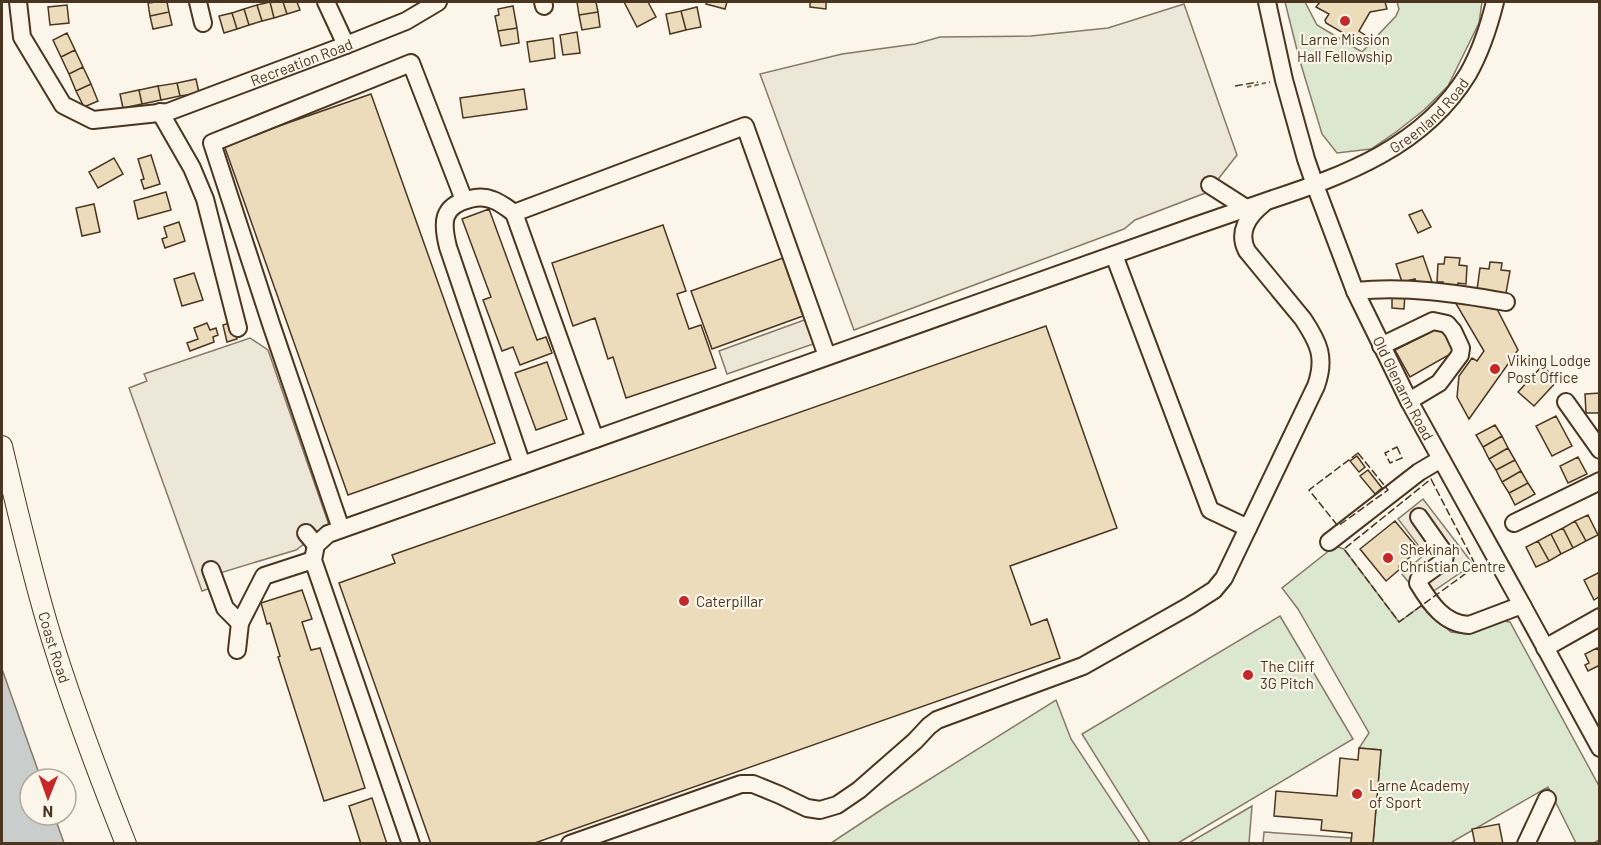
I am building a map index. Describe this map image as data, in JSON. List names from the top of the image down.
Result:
{
  "streets": {
    "main road": ["Coast Road"],
    "street": ["Recreation Road", "Greenland Road", "Old Glenarm Road"]
  },
  "crossings": [
    ["Greenland Road", "Old Glenarm Road"]
  ],
  "places": [
    "Larne Mission Hall Fellowship",
    "Viking Lodge Post Office",
    "Shekinah Christian Centre",
    "Caterpillar",
    "The Cliff 3G Pitch",
    "Larne Academy of Sport"
  ],
  "north": "bottom"
}
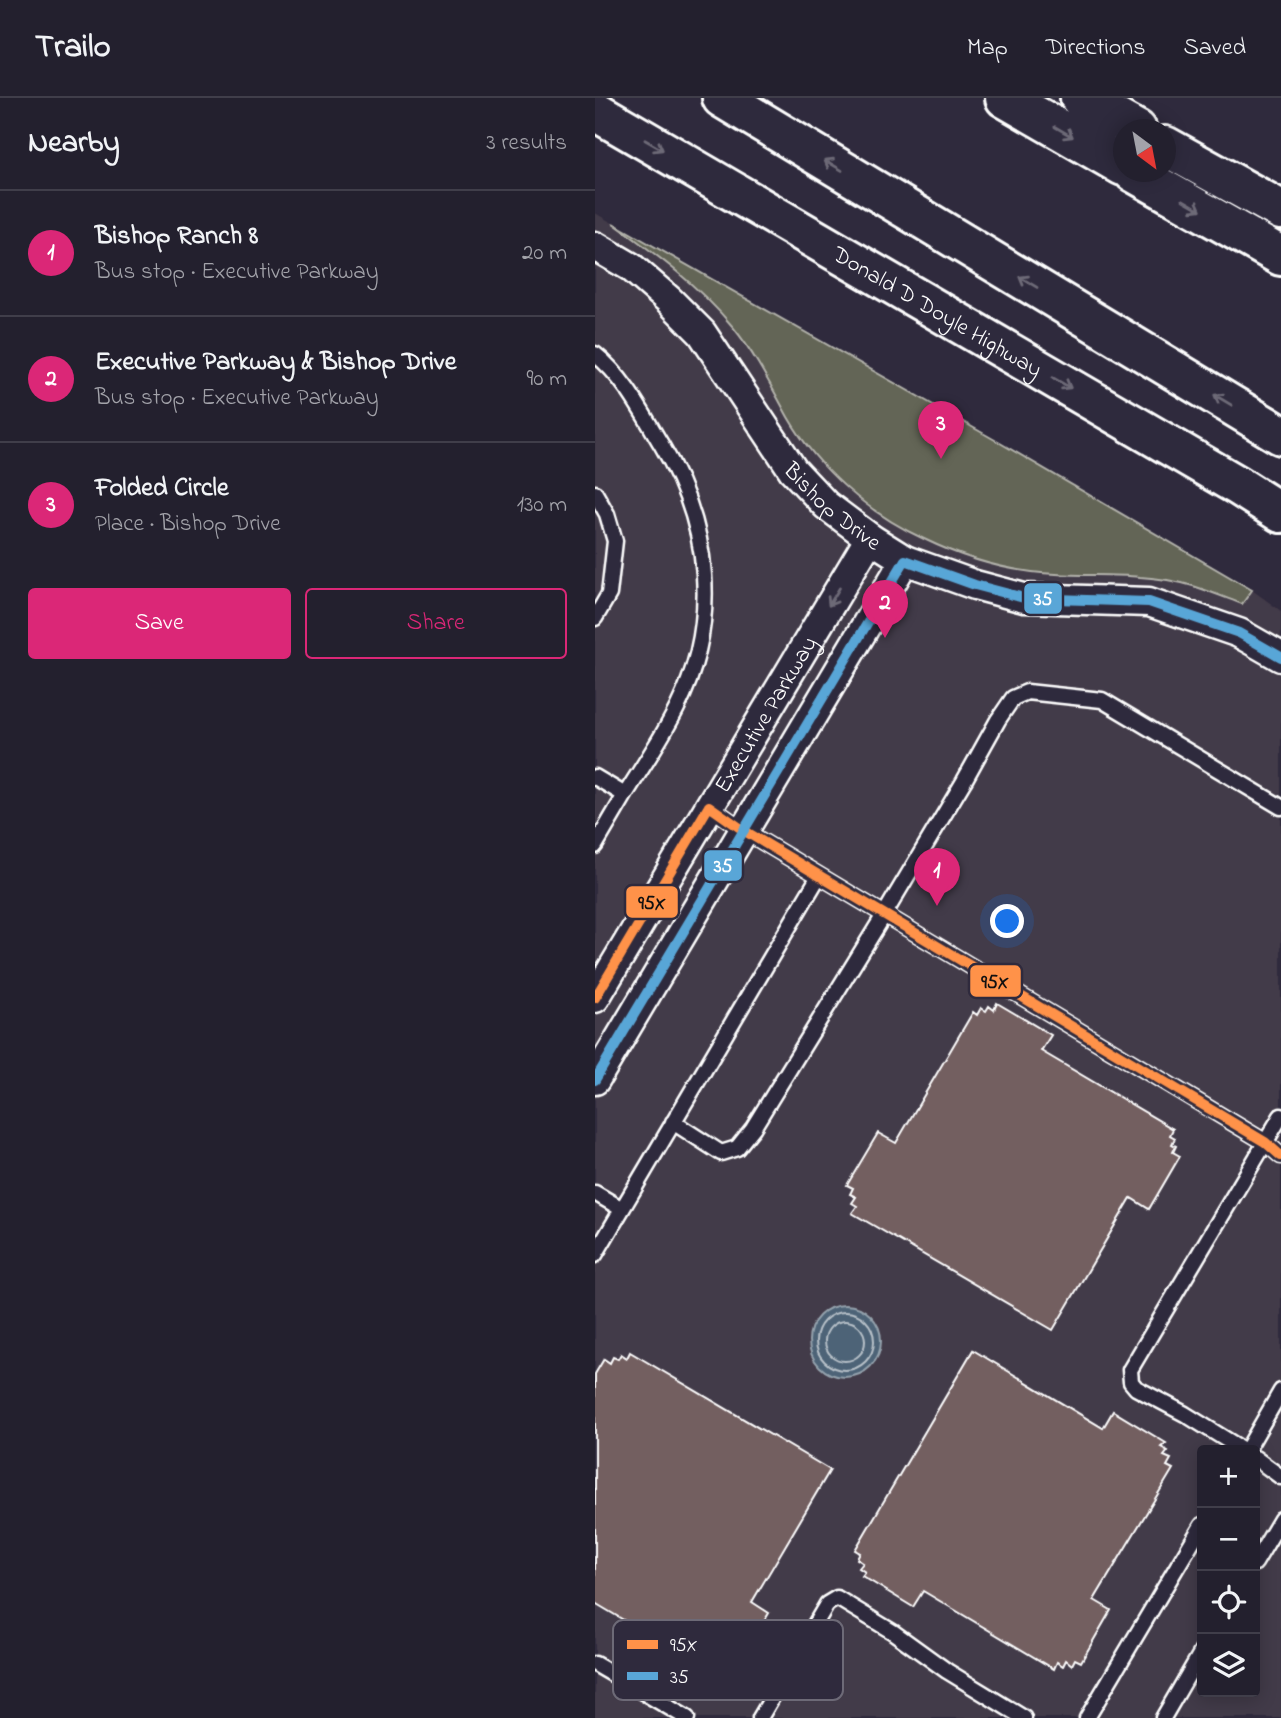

════

# [What to produce]
Set the whole listing down again unchanged, apart from the pictures, which are omitted.

# [Exercise output]
I am building a map index. Describe this map image as data, in JSON. List names from the top of the image down.
Result:
{
  "streets": {
    "main road": ["Coast Road"],
    "street": ["Recreation Road", "Greenland Road", "Old Glenarm Road"]
  },
  "crossings": [
    ["Greenland Road", "Old Glenarm Road"]
  ],
  "places": [
    "Larne Mission Hall Fellowship",
    "Viking Lodge Post Office",
    "Shekinah Christian Centre",
    "Caterpillar",
    "The Cliff 3G Pitch",
    "Larne Academy of Sport"
  ],
  "north": "bottom"
}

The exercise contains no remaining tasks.